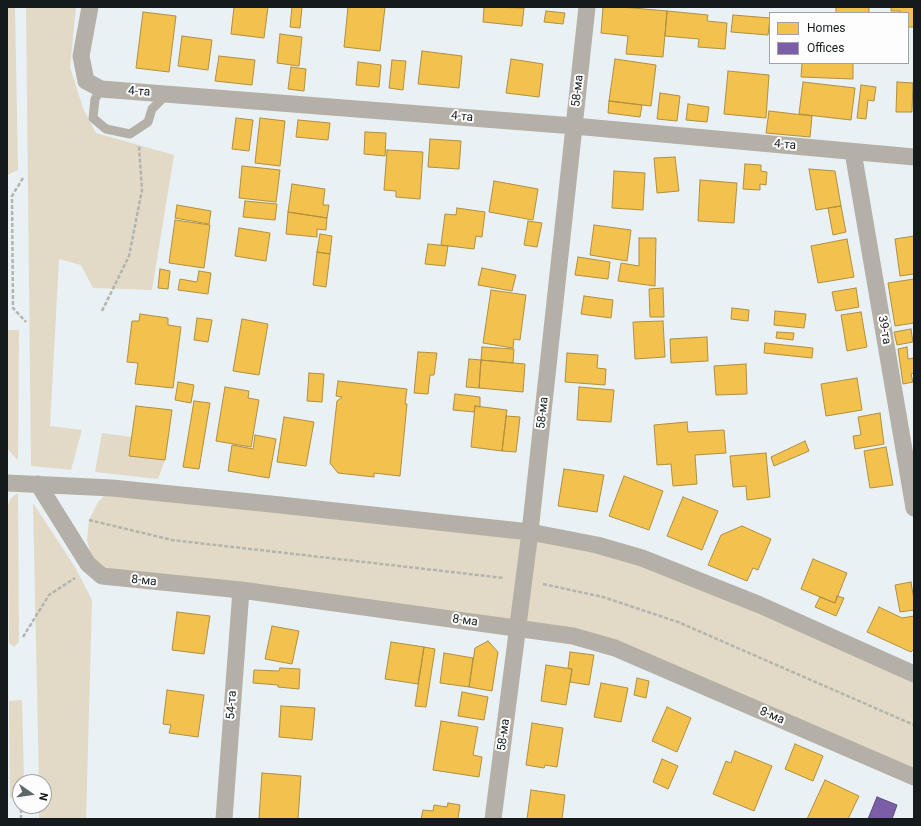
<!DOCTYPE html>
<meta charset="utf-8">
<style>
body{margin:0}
#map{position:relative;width:921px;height:826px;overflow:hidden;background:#e9f1f4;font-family:Roboto,sans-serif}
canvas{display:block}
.frame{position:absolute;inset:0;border:8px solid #151b1d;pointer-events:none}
.legend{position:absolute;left:769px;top:12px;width:140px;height:52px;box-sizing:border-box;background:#fdfdfd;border:1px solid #a0a3a3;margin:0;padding:5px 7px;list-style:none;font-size:12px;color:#151b1d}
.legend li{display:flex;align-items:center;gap:8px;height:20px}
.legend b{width:20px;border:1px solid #a0a3a3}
.north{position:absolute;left:12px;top:774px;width:40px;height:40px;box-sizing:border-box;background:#fdfdfd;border:1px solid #a0a3a3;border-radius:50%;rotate:103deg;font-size:11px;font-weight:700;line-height:16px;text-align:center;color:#151b1d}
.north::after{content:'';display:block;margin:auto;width:14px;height:18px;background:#5f6668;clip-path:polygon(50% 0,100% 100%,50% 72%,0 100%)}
</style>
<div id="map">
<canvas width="921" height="826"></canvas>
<div class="frame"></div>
<ul class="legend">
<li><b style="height:11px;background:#f2c14e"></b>Homes</li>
<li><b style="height:11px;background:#7b5ea7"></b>Offices</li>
</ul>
<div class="north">N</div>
</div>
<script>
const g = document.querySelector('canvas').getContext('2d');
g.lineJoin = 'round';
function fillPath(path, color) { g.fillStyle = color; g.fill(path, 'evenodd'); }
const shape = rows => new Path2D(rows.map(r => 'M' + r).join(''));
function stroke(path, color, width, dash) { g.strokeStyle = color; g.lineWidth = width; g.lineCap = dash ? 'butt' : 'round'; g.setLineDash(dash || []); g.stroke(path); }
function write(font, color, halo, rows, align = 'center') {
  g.font = font + ' Roboto,sans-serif'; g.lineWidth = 4; g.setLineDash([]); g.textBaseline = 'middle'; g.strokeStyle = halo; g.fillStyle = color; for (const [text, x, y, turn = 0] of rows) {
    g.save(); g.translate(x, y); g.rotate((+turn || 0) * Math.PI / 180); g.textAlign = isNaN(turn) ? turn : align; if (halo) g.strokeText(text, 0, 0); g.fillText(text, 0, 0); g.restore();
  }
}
fillPath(shape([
 [7,7,15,7,18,170,7,175],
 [26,7,76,7,70,67,83,108,96,133,174,155,152,290,93,288,81,265,59,259,50,426,82,430,71,470,31,466],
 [7,330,19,330,18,460,9,451,7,445],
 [102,433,132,437,129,456,165,460,158,479,95,472],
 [112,488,597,545,914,674,914,777,615,648,102,576,92,559,87,540,89,520,98,502],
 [18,493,19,642,14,647,9,643,7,509,10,499],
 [33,503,75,567,92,600,86,819,39,819,39,806,44,806,44,782,39,782],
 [22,700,24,781,20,782,20,791,17,799,10,798,9,701]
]), '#e2d9c6');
const homes = shape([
 [234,7,268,7,264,38,231,34,234,7],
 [292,7,302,7,300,28,290,27,292,7],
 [348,7,385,7,380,51,344,47,348,7],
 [484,7,524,8,522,26,483,22,484,7],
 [603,7,621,7,667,11,663,57,626,54,628,36,601,33,603,7],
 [836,7,869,7,869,13,836,13,836,7],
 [891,7,914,7,914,27,908,27,908,13,900,13,900,11,891,11,891,7],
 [546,11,565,13,563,24,544,22,546,11],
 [667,11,708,15,707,21,727,23,725,49,698,47,699,39,665,36,667,11],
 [143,12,176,16,169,72,136,68,143,12],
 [733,15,770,18,768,35,731,32,733,15],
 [280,34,302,37,299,66,277,63,280,34],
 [182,36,212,40,208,70,178,66,182,36],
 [422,51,462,56,459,88,418,84,422,51],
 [219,56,255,60,252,85,215,81,219,56],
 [511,59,543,64,539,97,506,93,511,59],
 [615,59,656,65,651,106,609,101,615,59],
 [392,60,406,61,403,90,389,88,392,60],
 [358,62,381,65,379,87,356,85,358,62],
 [802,63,853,63,853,79,801,77,802,63],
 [291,67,306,69,304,91,288,89,291,67],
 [728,71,769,75,766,118,724,114,728,71],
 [803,82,855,88,851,120,799,114,803,82],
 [897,82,913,83,912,112,896,112,897,82],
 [861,85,876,87,874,101,868,100,866,119,857,118,861,85],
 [660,93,680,96,677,121,657,119,660,93],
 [609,101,642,105,640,117,608,113,609,101],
 [688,104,709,107,707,122,686,120,688,104],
 [769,111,812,116,810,137,766,133,769,111],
 [236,118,253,120,249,151,232,149,236,118],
 [260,118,285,121,280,166,255,163,260,118],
 [298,120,330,123,328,140,296,137,298,120],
 [365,132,386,133,385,156,364,154,365,132],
 [430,139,461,141,459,169,428,167,430,139],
 [387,150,423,152,420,199,396,197,396,191,384,190,387,150],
 [675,157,679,191,657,193,654,158,675,157],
 [745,164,761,165,761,171,767,172,766,185,760,184,760,190,743,189,745,164],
 [242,166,280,170,276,202,239,198,242,166],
 [809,169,835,171,841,206,816,210,809,169],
 [614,171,645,173,643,210,612,208,614,171],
 [700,180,737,183,734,223,698,221,700,180],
 [494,181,538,189,533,220,489,212,494,181],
 [292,184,325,189,323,205,329,205,327,218,288,212,292,184],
 [245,201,277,204,275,220,243,217,245,201],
 [177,205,211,211,209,224,175,218,177,205],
 [841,206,846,232,833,235,828,208,841,206],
 [457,208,485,212,482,237,476,236,474,249,441,245,445,214,456,215,457,208],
 [288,212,327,218,326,230,317,229,317,237,286,234,288,212],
 [175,220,210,225,204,268,169,263,175,220],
 [528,221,542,223,537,247,524,245,528,221],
 [594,225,631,230,627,261,590,255,594,225],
 [239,228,270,233,266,261,235,256,239,228],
 [320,234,332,236,330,254,317,252,320,234],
 [914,236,914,274,900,276,895,239,914,236],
 [639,238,656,238,655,286,618,281,621,263,639,266,639,238],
 [847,239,854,277,818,283,811,246,847,239],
 [428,244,448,246,445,266,425,264,428,244],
 [317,252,330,254,326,287,313,285,317,252],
 [578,257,610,262,608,279,575,275,578,257],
 [482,268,516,275,512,291,478,285,482,268],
 [160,269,170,271,168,289,158,288,160,269],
 [199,271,211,273,208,294,178,290,180,279,197,282,199,271],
 [914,279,914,323,895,326,888,283,914,279],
 [663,288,664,317,650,317,649,289,663,288],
 [856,288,859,307,836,311,832,292,856,288],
 [491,290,526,295,520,340,514,339,513,348,483,343,491,290],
 [584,296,613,300,611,318,581,314,584,296],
 [732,308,749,310,748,321,731,319,732,308],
 [775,311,806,314,804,328,774,325,775,311],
 [861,312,867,347,847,351,841,315,861,312],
 [140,314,168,318,168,325,181,327,173,388,135,384,138,363,127,362,132,321,139,321,140,314],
 [197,318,212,320,208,342,194,340,197,318],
 [242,319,268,324,259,375,233,371,242,319],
 [663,321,665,357,635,359,633,322,663,321],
 [911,329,913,342,897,345,894,332,911,329],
 [777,332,794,333,793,340,776,338,777,332],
 [707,337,708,361,671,363,670,339,707,337],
 [765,343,813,348,812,358,764,353,765,343],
 [482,347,514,349,513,363,481,360,482,347],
 [907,347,908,359,914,358,914,373,911,374,913,382,903,384,898,349,907,347],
 [418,352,437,353,434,375,430,375,428,394,414,393,418,352],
 [567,353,598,355,597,368,606,369,605,385,565,382,567,353],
 [469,359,481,360,479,388,466,387,469,359],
 [481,360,525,364,523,392,479,388,481,360],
 [746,364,747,394,716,395,714,366,746,364],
 [309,373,324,374,322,402,307,401,309,373],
 [857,378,862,410,826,416,821,384,857,378],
 [338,381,407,389,405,404,407,404,400,476,374,473,374,477,338,473,330,463,337,401,342,397,336,396,338,381],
 [178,382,194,385,191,403,175,400,178,382],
 [225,387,249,391,248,398,259,400,251,447,216,441,225,387],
 [579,387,614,390,611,422,577,420,579,387],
 [455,394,480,397,480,407,475,406,474,412,453,410,455,394],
 [194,401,210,403,199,469,183,467,194,401],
 [136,406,172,410,165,460,129,456,136,406],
 [475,406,507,410,502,451,471,447,475,406],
 [880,413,884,444,855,449,853,436,861,435,858,417,880,413],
 [506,416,520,417,516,452,502,451,506,416],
 [284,417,314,422,306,466,277,462,284,417],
 [687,422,688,432,724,430,726,453,695,455,697,484,673,486,671,464,657,465,654,425,687,422],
 [255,435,276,439,269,478,228,471,232,445,253,449,255,435],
 [805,441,809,451,774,466,771,457,805,441],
 [886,447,893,485,870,488,864,451,886,447],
 [766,453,770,497,747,500,746,486,733,487,730,456,766,453],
 [564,469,604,475,597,512,558,506,564,469],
 [624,476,663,491,649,530,609,516,624,476],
 [683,497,718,511,702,550,667,536,683,497],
 [742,526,771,539,758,570,753,568,747,581,708,565,721,535,742,526],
 [813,559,847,573,835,603,801,589,813,559],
 [911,582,914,600,914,610,900,612,895,585,911,582],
 [837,596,844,598,836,616,815,607,820,597,835,603,837,596],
 [879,607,902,618,914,616,914,649,911,652,867,632,879,607],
 [177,612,210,616,204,654,172,650,177,612],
 [272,626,299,631,292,664,265,659,272,626],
 [488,641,498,652,492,691,469,687,475,648,488,641],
 [391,642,424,647,418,684,385,679,391,642],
 [424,647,435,649,426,707,415,706,424,647],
 [570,652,594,655,589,685,570,682,572,669,568,668,570,652],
 [444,653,473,658,469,687,440,683,444,653],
 [546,665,572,669,566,705,541,701,546,665],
 [280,668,300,669,299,689,278,687,278,685,253,683,254,670,279,671,280,668],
 [637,678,649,681,646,698,634,695,637,678],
 [601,683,628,688,621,722,594,717,601,683],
 [167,690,204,695,198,737,169,733,171,725,163,724,167,690],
 [462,692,488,697,484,720,458,716,462,692],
 [281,706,315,708,312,740,279,737,281,706],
 [667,707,691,718,677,752,652,741,667,707],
 [441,721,478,727,473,755,482,757,479,777,433,770,441,721],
 [532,723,563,728,557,767,545,765,544,768,526,765,532,723],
 [795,744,823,756,813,781,785,769,795,744],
 [735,751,772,766,754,811,713,794,726,761,731,763,735,751],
 [662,759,678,766,668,789,653,782,662,759],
 [262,773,301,776,298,819,259,819,262,773],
 [825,780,859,796,848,819,807,819,825,780],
 [531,790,565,795,562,819,527,819,531,790],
 [448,803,460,805,458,819,421,819,423,810,433,811,434,805,447,807,448,803]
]);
fillPath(homes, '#f2c14e');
stroke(homes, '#b08f3f', 1);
const offices = shape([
 [877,797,897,805,892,819,868,819,877,797]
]);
fillPath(offices, '#7b5ea7');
stroke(offices, '#5c4a7e', 1);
stroke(shape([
 [23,178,12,196,13,308,26,322],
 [102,311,129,256,142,190,139,146],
 [89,520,172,540,504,578],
 [543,584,603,597,678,622,914,725],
 [23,637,49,595,75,578],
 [21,819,21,810,24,806]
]), '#b4b4ae', 2.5, [4, 2]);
stroke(shape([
 [101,89,95,99,93,118,106,129,130,134,148,122,152,109,167,94]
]), '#b5b0a7', 9);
stroke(shape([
 [90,7,81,56,86,81,101,89,574,126,914,157],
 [853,152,914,508],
 [7,483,112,488,271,504,530,532,597,545,642,558,760,605,914,674],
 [38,484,88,564,102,576,241,590,573,636,615,648,914,777],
 [224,819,241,590],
 [493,819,530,532,587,7]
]), '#b5b0a7', 17);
write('12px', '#151b1d', '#fdfdfd', [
 ["58-ма",578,91,-84],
 ["4-та",139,92,4],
 ["4-та",462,117,5],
 ["4-та",785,145,5],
 ["39-та",884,330,80],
 ["58-ма",543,413,-84],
 ["8-ма",144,581,6],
 ["8-ма",465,621,8],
 ["54-та",232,705,-86],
 ["8-ма",772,716,23],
 ["58-ма",504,735,-83]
]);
</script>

__________

What is the number of lines in the data that include the word "strokeStyle"? State only that number.

2